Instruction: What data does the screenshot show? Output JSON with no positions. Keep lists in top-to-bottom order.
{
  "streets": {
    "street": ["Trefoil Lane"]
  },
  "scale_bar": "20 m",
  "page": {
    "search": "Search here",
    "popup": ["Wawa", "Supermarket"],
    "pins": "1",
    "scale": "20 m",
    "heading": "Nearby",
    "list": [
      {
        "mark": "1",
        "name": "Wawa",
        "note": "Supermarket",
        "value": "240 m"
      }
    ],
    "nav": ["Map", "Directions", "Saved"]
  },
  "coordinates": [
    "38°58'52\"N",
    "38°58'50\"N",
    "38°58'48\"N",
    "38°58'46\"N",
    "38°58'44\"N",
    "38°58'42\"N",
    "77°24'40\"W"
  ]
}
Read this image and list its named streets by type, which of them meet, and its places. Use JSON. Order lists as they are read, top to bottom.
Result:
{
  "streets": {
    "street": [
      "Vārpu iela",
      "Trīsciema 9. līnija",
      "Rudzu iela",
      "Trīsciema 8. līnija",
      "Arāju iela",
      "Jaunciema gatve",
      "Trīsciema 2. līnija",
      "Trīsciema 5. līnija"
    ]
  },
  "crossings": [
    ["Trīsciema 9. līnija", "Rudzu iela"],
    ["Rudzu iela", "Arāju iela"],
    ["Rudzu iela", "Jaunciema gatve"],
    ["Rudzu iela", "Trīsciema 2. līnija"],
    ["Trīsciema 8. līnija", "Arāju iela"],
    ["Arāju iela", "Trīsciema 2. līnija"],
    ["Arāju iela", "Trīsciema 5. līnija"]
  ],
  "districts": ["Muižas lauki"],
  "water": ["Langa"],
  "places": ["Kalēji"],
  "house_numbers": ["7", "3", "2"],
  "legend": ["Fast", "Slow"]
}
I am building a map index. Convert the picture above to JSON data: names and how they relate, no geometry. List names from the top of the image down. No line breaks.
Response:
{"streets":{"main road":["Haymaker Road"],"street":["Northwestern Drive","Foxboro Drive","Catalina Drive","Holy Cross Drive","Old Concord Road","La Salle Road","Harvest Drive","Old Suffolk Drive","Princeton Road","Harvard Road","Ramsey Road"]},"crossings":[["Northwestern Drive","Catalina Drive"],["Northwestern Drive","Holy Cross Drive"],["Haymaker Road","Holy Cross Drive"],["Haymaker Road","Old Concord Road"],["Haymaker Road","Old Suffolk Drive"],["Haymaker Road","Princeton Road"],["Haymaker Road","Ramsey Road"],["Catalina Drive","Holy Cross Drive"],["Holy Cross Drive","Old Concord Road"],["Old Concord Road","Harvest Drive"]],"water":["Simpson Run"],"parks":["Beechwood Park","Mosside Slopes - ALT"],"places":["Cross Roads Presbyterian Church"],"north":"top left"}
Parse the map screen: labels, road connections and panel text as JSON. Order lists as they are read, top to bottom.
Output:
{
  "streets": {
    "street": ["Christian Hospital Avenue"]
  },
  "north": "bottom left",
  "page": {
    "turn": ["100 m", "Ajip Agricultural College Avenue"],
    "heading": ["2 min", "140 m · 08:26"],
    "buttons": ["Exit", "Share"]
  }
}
++++++++++++++++++++
- **Exercise brief**: Scan the entries above and return each line that holds "read".

- **Solution to the exercise**:
Read this image and list its named streets by type, which of them meet, and its places. Use JSON. Order lists as they are read, top to bottom.
Parse the map screen: labels, road connections and panel text as JSON. Order lists as they are read, top to bottom.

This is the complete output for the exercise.